At the Delta gate watching travelers swirl all around me. Each with a life of stories about to lift off to another tale somewhere. I step in with them eagerly.

Wait staff greet me with a smile and deliver a delicious and nourishing breakfast. The manager’s hand warm as he shook mine. I feel his gratitude for someone’s awareness of his gate-side establishment. I imagine many pass this way, never looking twice.

Anonymous in a crowd.
The curse of our societies these days.

Security line a breeze, even as TSA searched my bag, tricked by four pounds of the best Block Island fudge heading to colleagues back home. The delight in a new story of fudge mistaken for C-4 explosives.

Rain pelts the runways and I am filled with an equal force of love passing through me. How fortunate to breathe in this next breath on a rainy Sunday morning, my own next tale unfolding before me on each step. It’s as if the world flows into me unabated and unrestrained.

Such small things to attend to, yet they lift me past my old mind. Lift me aloft on trade-winds that will take me to some new shore. There is a freshness in my mind I wish to deeply savor.

Energy moves down the vessels of each arm, my finger tips tingling. I look at my hands and they almost seem like someone else’s. What good can they do in this life they’ve yet to attempt? Who will I become if I unleash them on everything I touch? How much am I made of a magic so exquisite it floods from me touching ever soul I look upon? What if in this moment I am a force of love that floods this Delta gate, as the Mississippi floods the Louisisana delta?

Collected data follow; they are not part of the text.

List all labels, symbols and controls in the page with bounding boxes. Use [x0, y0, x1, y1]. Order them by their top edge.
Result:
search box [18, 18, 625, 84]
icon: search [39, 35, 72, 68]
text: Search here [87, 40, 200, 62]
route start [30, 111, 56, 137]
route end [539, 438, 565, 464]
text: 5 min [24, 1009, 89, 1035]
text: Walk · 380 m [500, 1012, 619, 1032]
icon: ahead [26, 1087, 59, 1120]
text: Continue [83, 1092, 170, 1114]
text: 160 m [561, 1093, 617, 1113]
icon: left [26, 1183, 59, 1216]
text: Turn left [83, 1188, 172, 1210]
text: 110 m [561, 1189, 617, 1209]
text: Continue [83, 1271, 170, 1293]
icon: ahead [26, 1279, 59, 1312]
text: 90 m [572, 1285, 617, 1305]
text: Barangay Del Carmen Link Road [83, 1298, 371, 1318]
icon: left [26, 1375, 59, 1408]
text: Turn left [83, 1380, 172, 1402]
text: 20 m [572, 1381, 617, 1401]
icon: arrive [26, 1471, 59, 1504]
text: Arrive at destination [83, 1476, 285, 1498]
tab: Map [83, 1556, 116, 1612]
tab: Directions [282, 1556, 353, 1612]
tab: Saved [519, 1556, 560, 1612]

To step into such love now, as I step onto this plane… Not later in meditation, but now, eyes open, fully wake, completely present, totally in love.

Traveling Monk Wind

Painting by Albert Bierstradt

Painting by Albert Bierstradt

Clouds hang thick and brooding above me, as I stand on the deck. The rain comes and goes at its own bidding, with thunder rolling across the rooftops with little punch. The sun sets over the hogbacks, barely visible between the heavy cloud cover and a thin stretch of blue that holds to the mountains as if it were snow. Lightning flashes and a spindly thread of electricity that whips outward toward the fading sun calls a passing goodnight.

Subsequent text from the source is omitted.